# Union Lens

Union lenses will be supported starting with version 5.1.0 (beta).

Union lenses can be used to concatenate multiple relations with the same schema into one. Additionally, a provenance field can be added to each row, determining the source relation the row originates from.

For this example, we will look at the tables nature_exhibits, historical_exhibits and art_exhibits from the DuckDB database. We want to combine them into a single relation containing all exhibits.

The tables nature_exhibits and historical_exhibits have the following schema:

column type
exhibit_id integer
name string
museum_id integer

The table art_exhibits has the following schema:

column type
exhibit_id integer
name string
artist_name string
museum_id integer

For each table, exhibit_id is a primary key and museum_id is a foreign key, referencing the table museums.

# Relations with the same schema

This concatenation can be achieved using a union lens.
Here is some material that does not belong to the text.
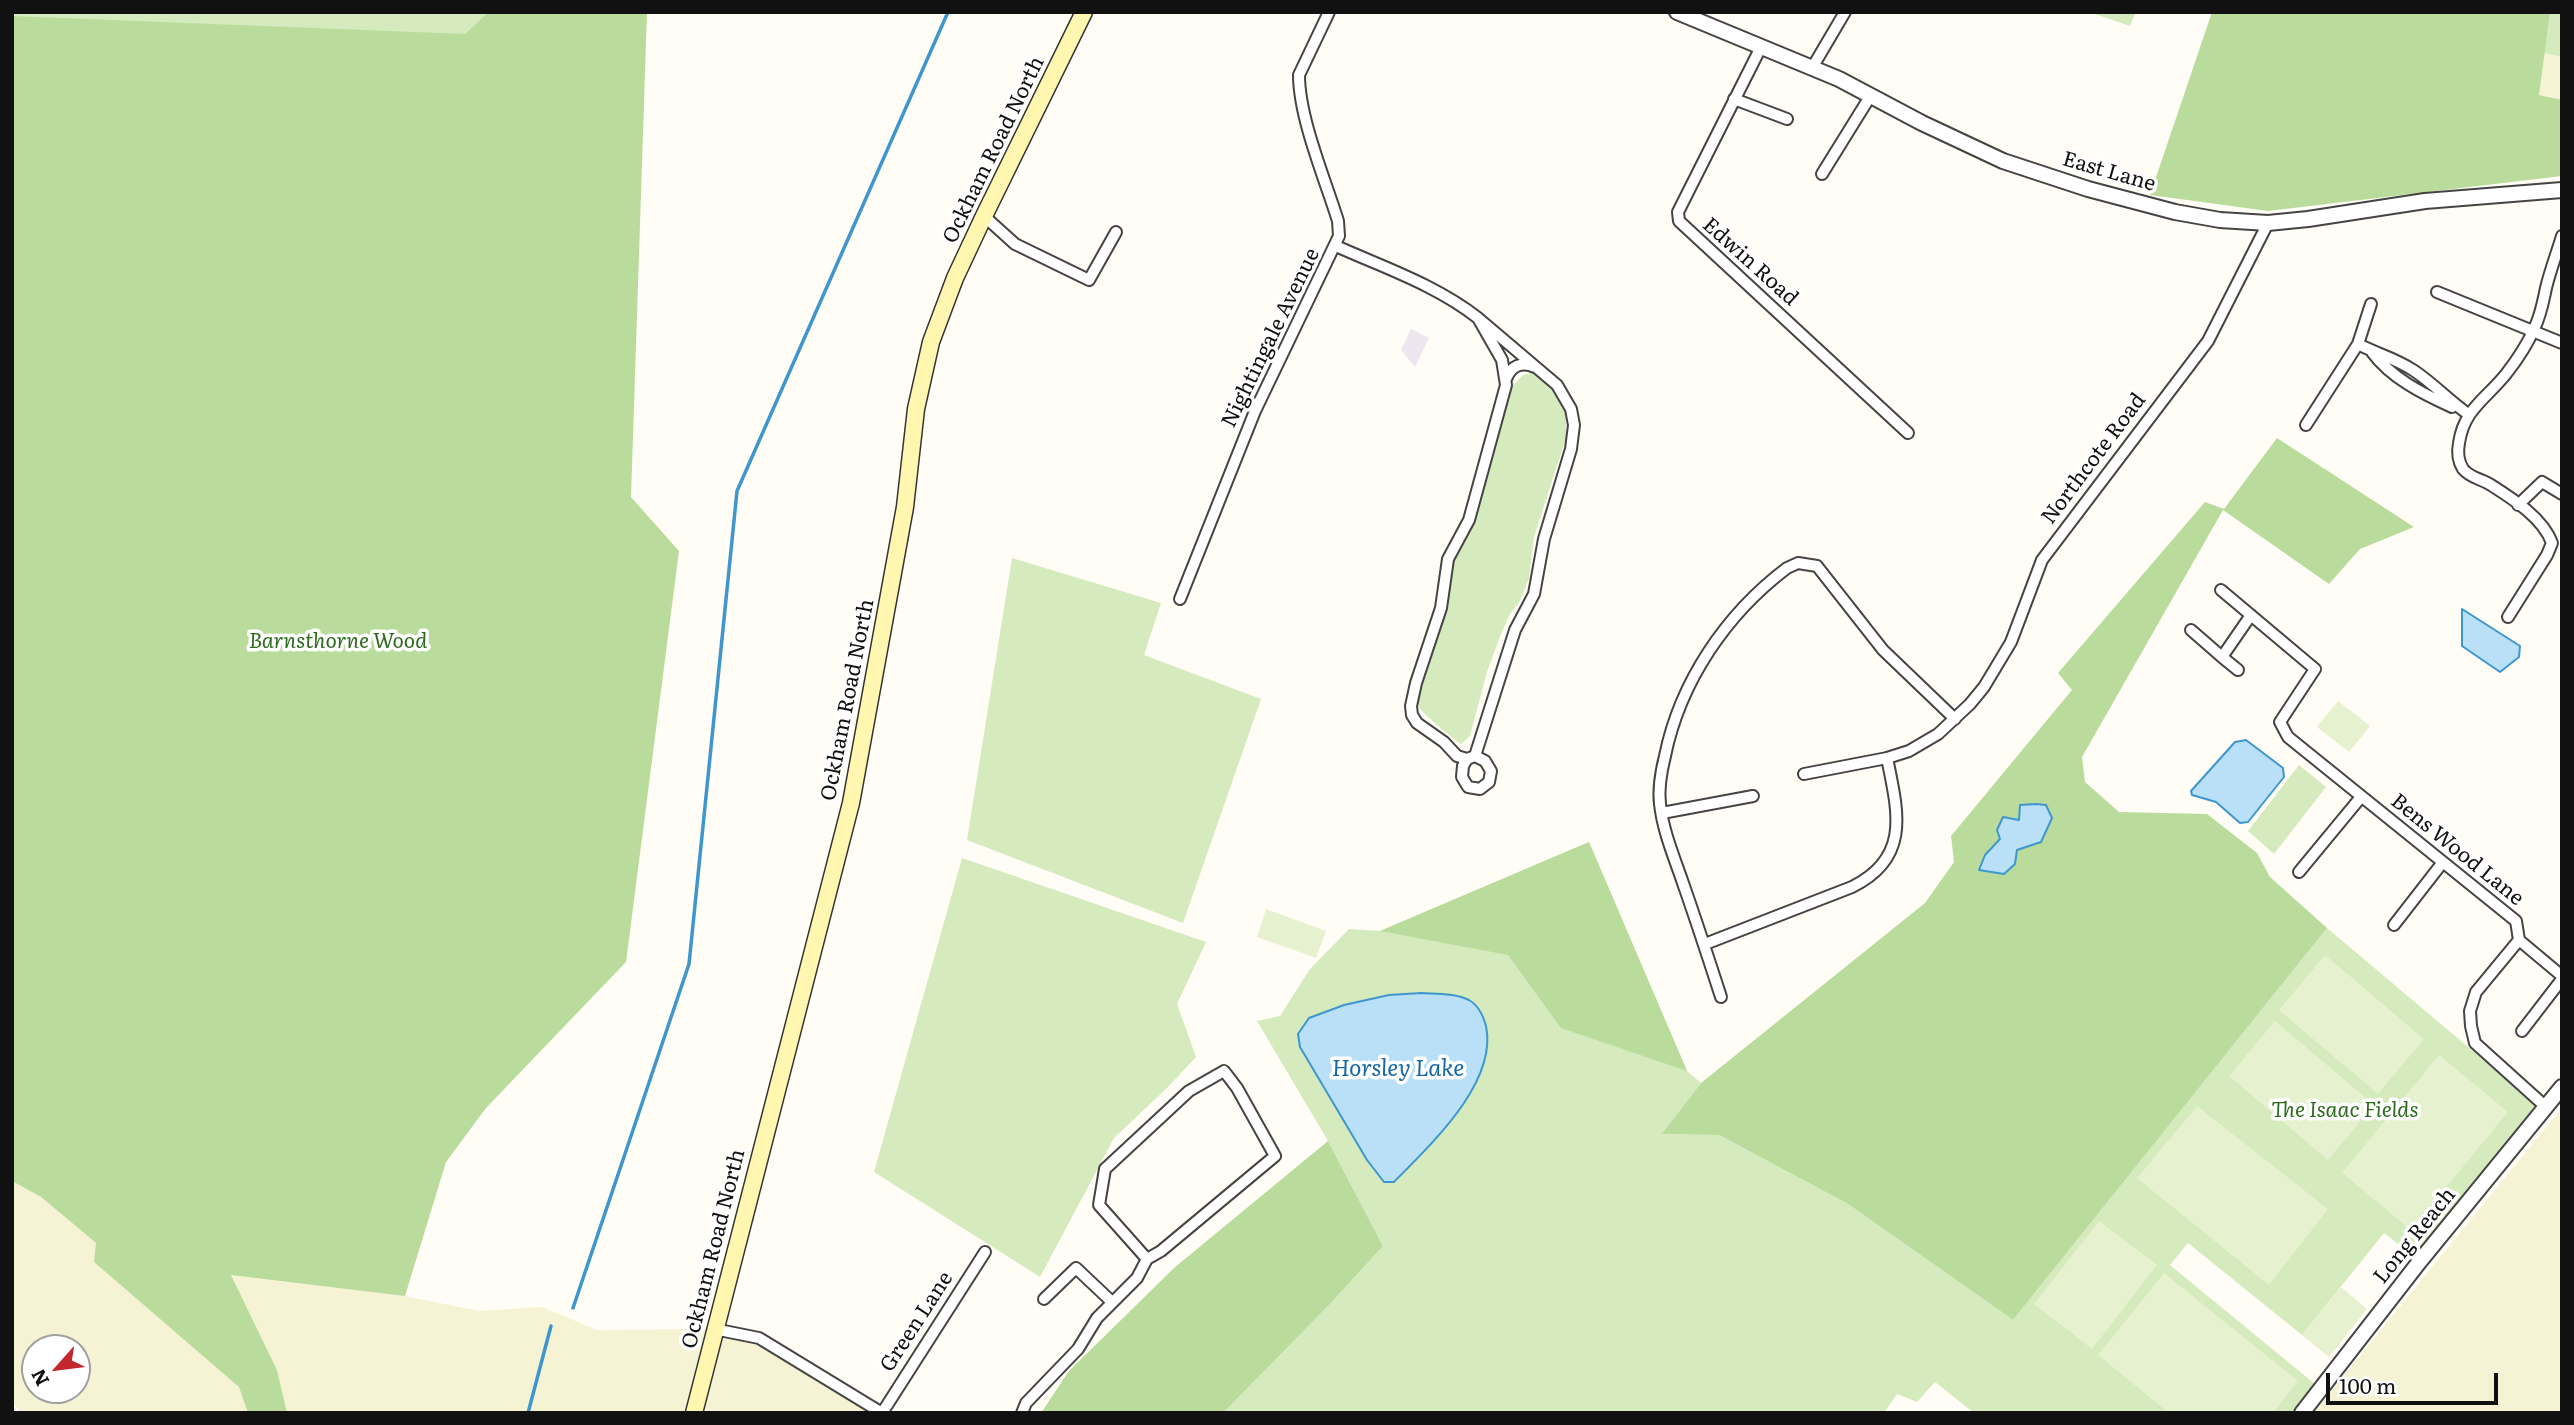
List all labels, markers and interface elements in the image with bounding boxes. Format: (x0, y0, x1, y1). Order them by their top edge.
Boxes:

However, as all base relations of a union lens must have the exact same columns, we will only be working on the tables nature_exhibits and historical_exhibits at first.
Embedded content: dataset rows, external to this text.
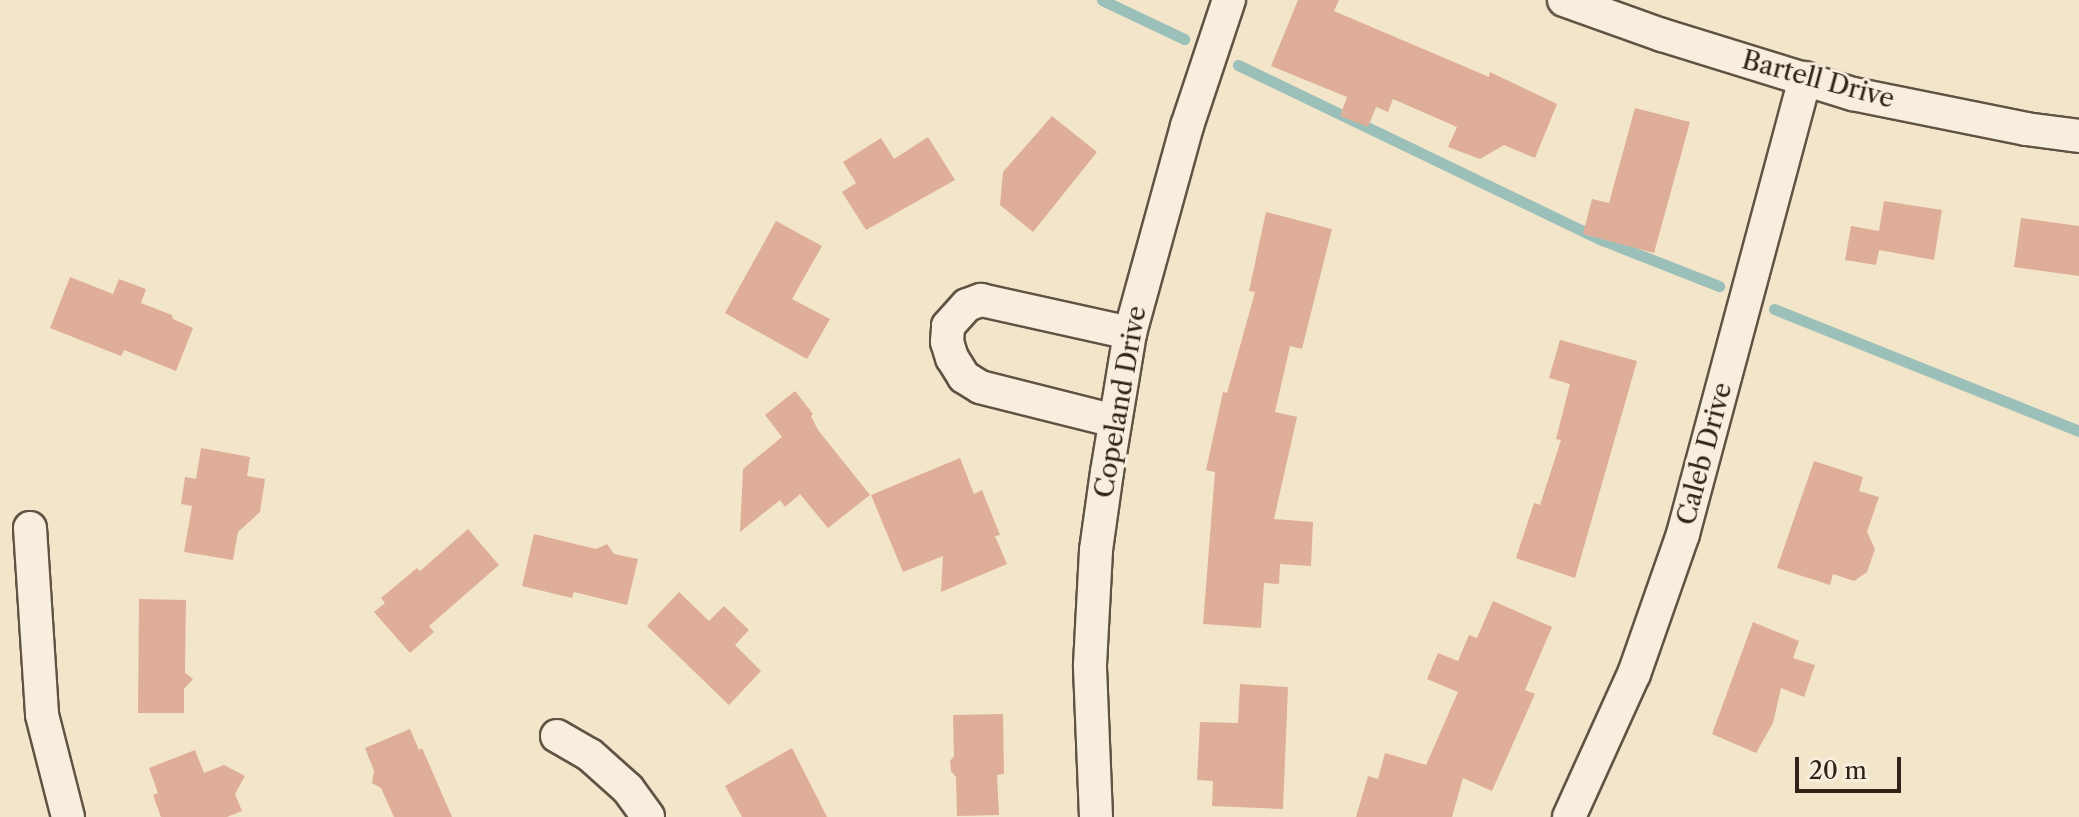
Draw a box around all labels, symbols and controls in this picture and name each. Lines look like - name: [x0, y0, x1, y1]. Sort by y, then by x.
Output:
- street label: Bartell Drive: [1738, 45, 1898, 115]
- street label: Copeland Drive: [1089, 303, 1153, 501]
- street label: Caleb Drive: [1671, 379, 1739, 529]
- scale bar: [1799, 741, 1905, 791]
- text: 20 m: [1809, 756, 1867, 785]

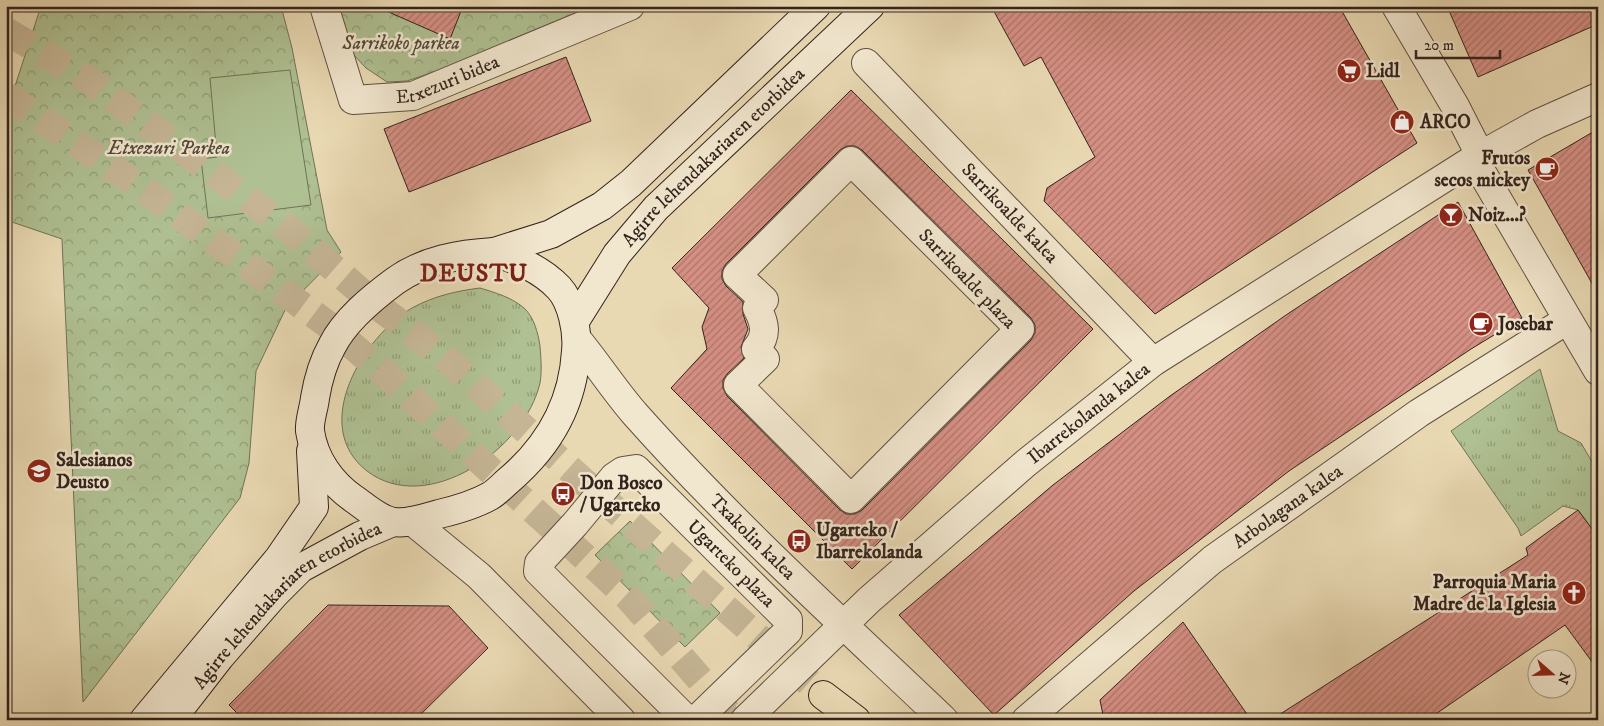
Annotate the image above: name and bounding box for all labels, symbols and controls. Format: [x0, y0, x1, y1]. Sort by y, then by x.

The union lens has the following structure:

{
    "name": [String],
    "unionRelations": [[String]],
    "makeDistinct": boolean,
    "provenanceColumn": String,
    "type": "UnionLens"
}

Here, unionRelations is a list of relations that should be concatenated, makeDistinct indicates if a distinct constraint should be enforced on the result, and provenanceColumn is an optional parameter, indicating the name of the provenance column in the result, which tells us what relation each row originated from.
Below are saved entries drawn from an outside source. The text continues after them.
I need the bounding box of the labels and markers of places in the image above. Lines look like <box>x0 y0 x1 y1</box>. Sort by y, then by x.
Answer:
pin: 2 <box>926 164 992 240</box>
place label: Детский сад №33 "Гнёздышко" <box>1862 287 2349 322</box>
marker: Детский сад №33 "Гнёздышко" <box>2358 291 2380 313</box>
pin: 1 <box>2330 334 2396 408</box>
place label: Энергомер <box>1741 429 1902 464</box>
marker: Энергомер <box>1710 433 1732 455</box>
As the tables nature_exhibits and historical_exhibits have the same set of columns, we can reference them from a union lens to create a new, concatenated view.

WARNING

The columns of all tables used by a union lens must be exactly equal. Their columns must have the same names and the exact same data types. The order of the columns does not matter.

{
    "relations": [
        {
            "name": ["lenses", "all_exhibits"],
            "unionRelations": [
                ["historical_exhibits"],
                ["nature_exhibits"]
            ],
            "provenanceColumn": ...,
            "makeDistinct": ...,
            "type": "UnionLens"
        }
    ]
}

The remaining fields are provenanceColumn and makeDistinct. As we do not expect the entries of any of the tables to be equal, we can just neglect the makeDistinct parameter. To preserve the source of each entry, we want to include a provenance column. We can call it exhibit_type. This results in the following lenses.json file:

{
    "relations": [
        {
            "name": ["lenses", "all_exhibits"],
            "unionRelations": [
                ["historical_exhibits"],
                ["nature_exhibits"]
            ],
            "provenanceColumn": "exhibit_type",
            "type": "UnionLens"
        }
    ]
}

NOTE

If the provenanceColumn field is not provided, then no information on the source relation will be preserved for the concatenated rows. If the field makeDistinct is not provided, its default value is assumed to be false.

NOTE

Including a provenanceColumn in a UnionLens where each of the source relations is distinct will render the makeDistinct field redundant. This is because, under a union, the composite uniqueness constraint (provenanceColumns, childUniquenessConstraint) will always hold. On the other hand, if no provenance column is included, then uniqueness constraints from the base relations will be lost, as there is no guarantee that a specific value does not appear again in a different table.

# Mapping

Now, let us use this lens definition in our mapping. Starting from the mapping template file, add the following mapping entry:

mappingId	MAPID-exhibits
target		data:exhibit/{exhibit_id} a :Exhibit ; :name {name} ; :displayedIn data:museum/{museum_id} ; :exhibitType {exhibit_type} .
source		SELECT exhibit_id, name, museum_id, exhibit_type FROM lenses.all_exhibits;

Starting the Ontop SPARQL endpoint using this mapping and lens file, we can now run the SPARQL query:

PREFIX : <http://example.org/museum_kg/>
SELECT ?name ?type WHERE {
    ?exhibit a :Exhibit .
    ?exhibit :name ?name .
    ?exhibit :exhibitType ?type .
}

This should result in a set of exhibit names that have the values historical_exhibits and nature_exhibits as their exhibit type.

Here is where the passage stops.